Yeah, he was, and I knew he was, but I married him anyways. I married him because I was pregnant, so I believed it was the right thing to do. I married him thinking that marriage would settle him down and I married him because I was just 20 years old and soooo in love. (besides there is no way to convince a 20 yr old girl that the man she loves is no good) He was cheating on me from the get-go, he even slept with his ex GF the night before we were married and he continued sleeping with her plus a variety of other women for the next 6 years. I saw the signs, yes, but I always looked the other way. I was also always made to feel wrong about everything to. He made me feel so guilty for ever questioning his behavior. He'd stumble home drunk at 3 am and when I asked where'd he been, he'd ignore me then pass out. By morning when I tried to ask again, he'd accuse of me being selfish mistrusting bish and how I should be more considerate of his feelings and he works, and I stay home, so if he wants to have a drink or two to relax after work, then he should have that right. Anything I did, was wrong in his eyes. If we went out to eat, and the restaurant cooked his food wrong, it'd be my fault for not being smart enough to pick out a place to eat. I'm not kidding or over exaggerating when I say he never brought me a Christmas present or birthday present. His excuse was always that "I spent all of his money" he blamed me for everything. Now mind you, I was only given about $200 out of his take home pay to buy groceries with and he had control of the rest. I was not allowed access to bank accounts or credit cards. He'd freak out on me if I needed $3 extra dollars because we ran out of milk. I'd hear lectures on how I could not properly prepare for anything. Anyways, so I would save money throughout the year so I could buy him and the kids things for Christmas but I never got anything. I thought the harder I worked to please him, he would come to love me. Instead the only thing I became was an empty shell. It was devastating to learn that not only did he buy the skankasaurus a Christmas present but he also got her a birthday present since her bday and Christmas are close (and my birthday is in January, so not that far from Christmas either but I got nothing for either. He didn't go buy his own kids a gift, he left that up to me.) 
I kick myself a lot for staying with him, for trying to please him. I beat myself up a lot for having such high hopes in something that was hopeless. I wanted so badly for him to love me. I wanted so badly for him to want me the way I wanted him. Someone mentioned in another thread to another user about them creating an illusion of what they wanted their spouse to be, and that's what I did. I was also very committed to my vows. I was raised as a Christian Conservative so marriage was for life. I had to be "submissive" like the Bible said. I never realized that I took that way out of context.
Yeah, he was a jerk the whole time but I was the stupid one who still married him. I guess that makes it my own fault. Do I love him still? No. Not at all, but the pain is still there.


----------



## Arnold (Oct 25, 2011)

Much the same for me, Apple. I do not miss my XW at all. In fact, my life is peaceful for the first time in a long time.
When you are married to one of these disordered types, it destroys your sense of reality and your self esteem. And, it is so insidious, you do not even know it is happening. You just feel lonely, exhausted and afraid of the next big raging attack.
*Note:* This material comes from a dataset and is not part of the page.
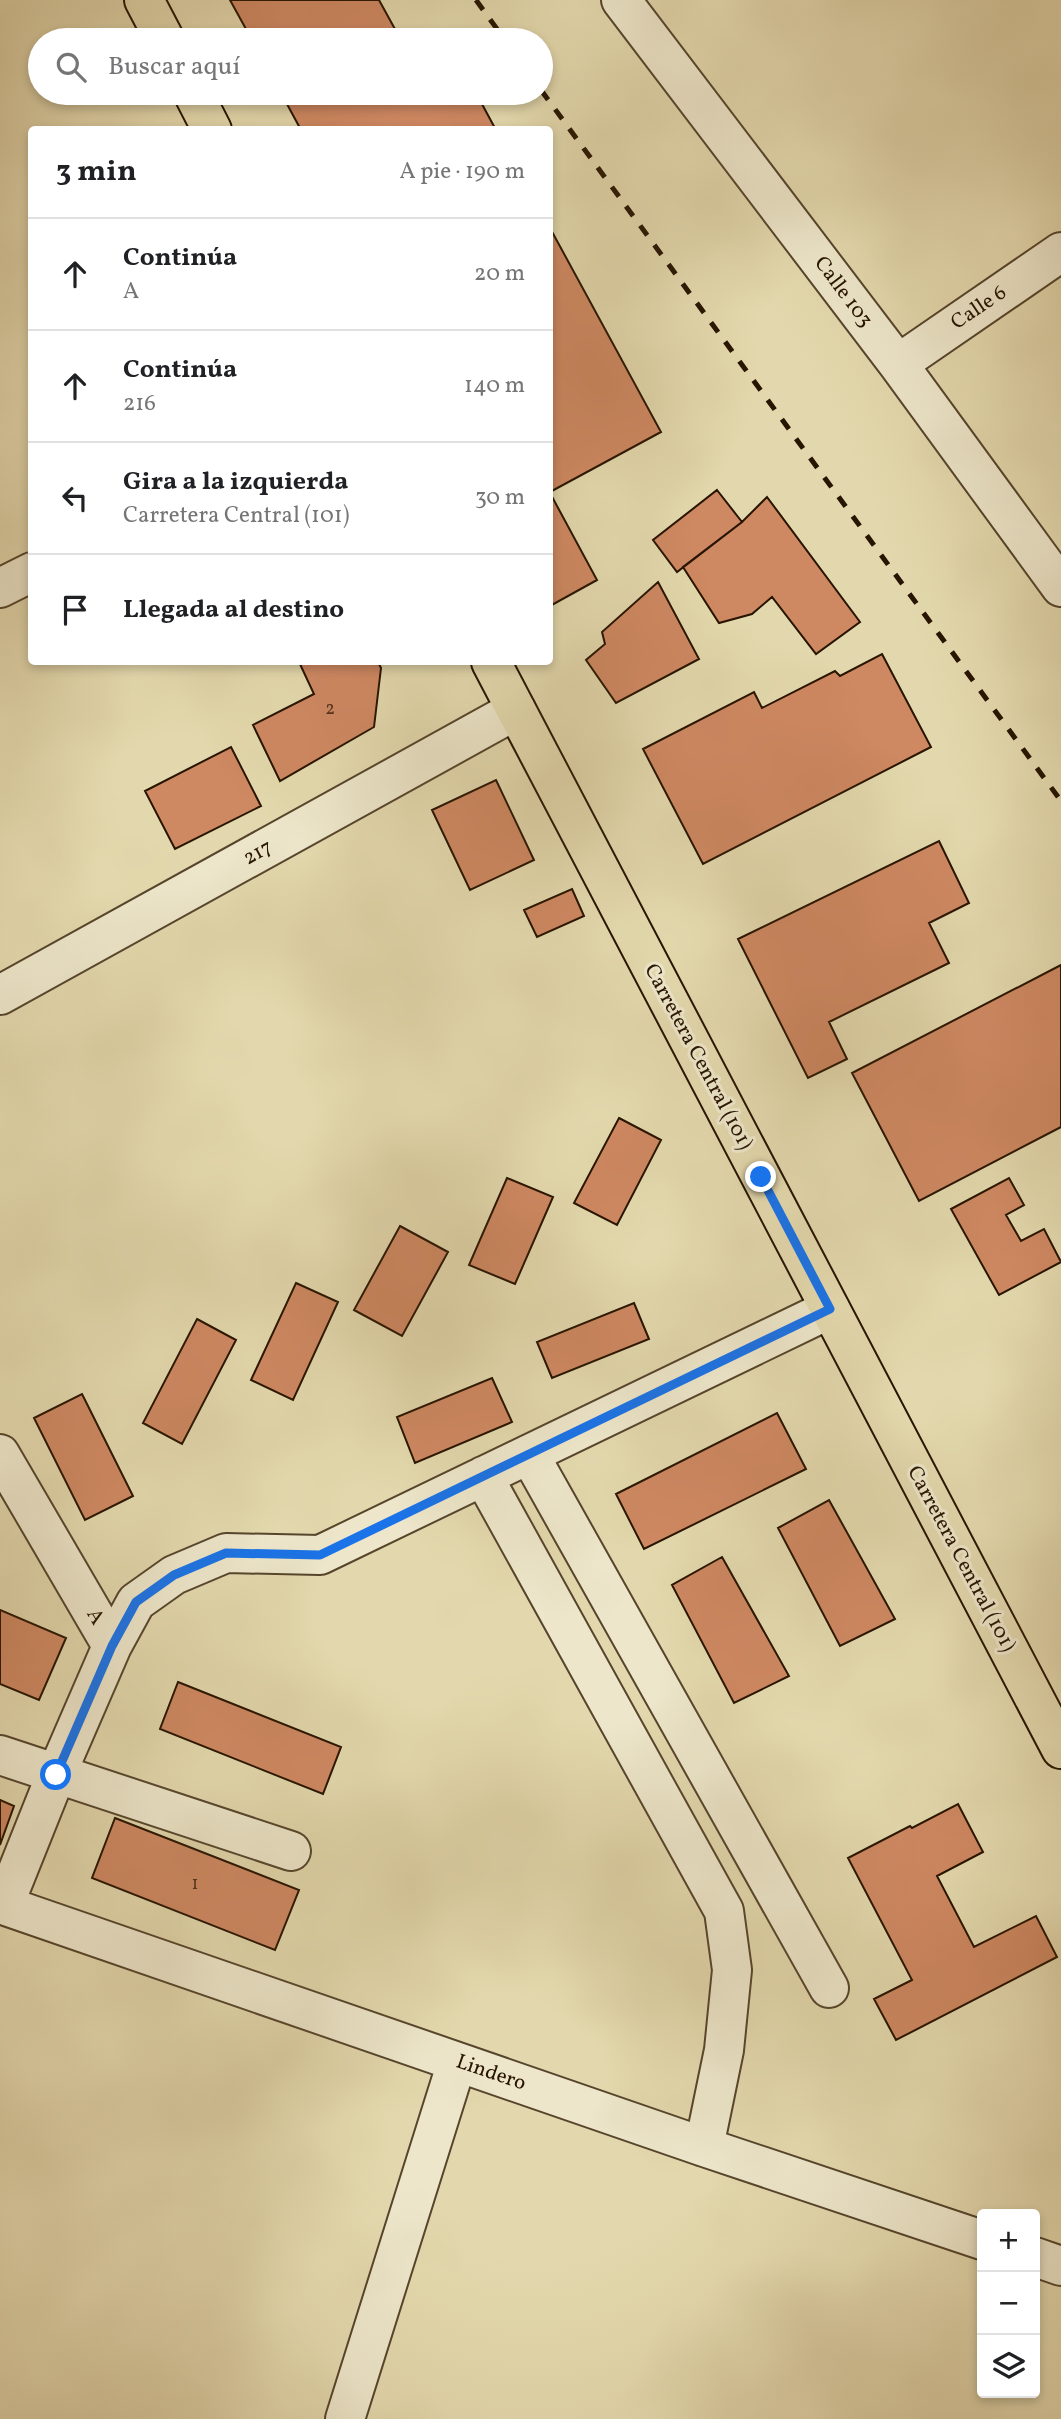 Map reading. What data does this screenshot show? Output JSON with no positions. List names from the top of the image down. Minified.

I think folks want their marriages to work so badly, even though it is impossible wit a NPD or BPD or ASPD, that they just go into denial.
You mayfind this occurring now that you are getting out:folks will come forward, now, folks who remained silent for fear of interferring. And, they will tell you that they always percieved your spouse as an abusiv a-hole.
I have been through this in two marriages(so, obviously, I have some issues in terms of who I select). In both marriages, multiple members of my XWs' own families, have come to me and congratulated me for getting out. Thye have told me that my XWs were always like this and were always disonest and abusive. Thye refrained from saying ant=ything ion the hope that they had changed.
You may well get this type of feedback, if not from his family, then from mutual acquaintences.


----------



## Bartimaus (Oct 15, 2011)

Apple, believe me,you and I are going thru the same thing. I have read your threads and read your posts and you are saying the very words that are in my mouth but I am a man and for me to say and express that would only get people to snarl their nose at me I think. Well,thats the way I see it,maybe I am wrong,don't know if they would.
I responded here to just say this...I think that you may have to do what I have come to the conclusion to do. You want a true man that doesn't lie to you. You must bring yourself to the place of moving on and start looking for that man to be able to get over the one that has hurt you so bad. I have come to this conclusion for myself. It is very difficult to do. I wanted with my heart and soul to make this work and last forever but she doesn't and neither does your man want that it appears to me.
It actually hurts me to think of another woman to get a relationship going with and to love. Maybe you feel like me,that I may be 'damaged goods' that may never trust a woman again. But that is not true. There are some good people out there and you and I both deserve to find them. Please girl,don't keep doing as I have done for 38 years and beat yourself to death over what your spouse has done. I realize that I MUST,I HAVE TO MAKE MYSELF MOVE ON AND FIND ANOTHER LOVE THOUGH I AM RELUCTANT TO,THAT IS WHAT MY LIFE IS LACKING,,,SOMEONE TO CARE FOR ME.
Apple,no one knows all the details about your relationship with your man but you so much strike me as a woman that needs a good man to love and that loves you and is faithful to you to be a complete person.
My court date is in two weeks...I must let her go as hellish and tormenting as it seems,and though my administrators in my support group say to not start an affair right now,I think that is the ONLY thing that will get me thru this because of the awful depression and total hell I am going thru.
Get up girl! Make yourself get over him and find you a man soon as possible that likes you for good and decent reasons and not just for sex or anything temporary. I thought today about how I wish I had a friend that would kick me in the arse and make me get out of my 'feeling sorry for myself and trying to hold on to this cheating and lieing woman'. I will find another and you may need to do the same to get over your hellish hurt.
You can find another to help and not feel guilty,,look at what he has done! Just,lets not let our heart be stolen by that other untill we are out of this hell because we are in a vulnerable place right now you know.


----------



## YinPrincess (Jul 31, 2011)

*hugs Apple* you're free of him now, sweetie. The hardest part is being free of your pain... It's going to take some time to heal, and there's no shame in venting. When he's old and alone he remember you, and all he gave up for his temporary thrills. He's the one who lost, not you!!!
_Posted via Mobile Device_


----------



## I_Will_Survive (Oct 28, 2011)

Now I want to second YinPrincess!! :iagree::iagree:



AppleDucklings said:


> ... I saw the signs, yes, but I always looked the other way. I was also always made to feel wrong about everything to. He made me feel so guilty for ever questioning his behavior. ...
> 
> Yeah, he was a jerk the whole time but I was the stupid one who still married him. I guess that makes it my own fault. Do I love him still? No. Not at all, but the pain is still there.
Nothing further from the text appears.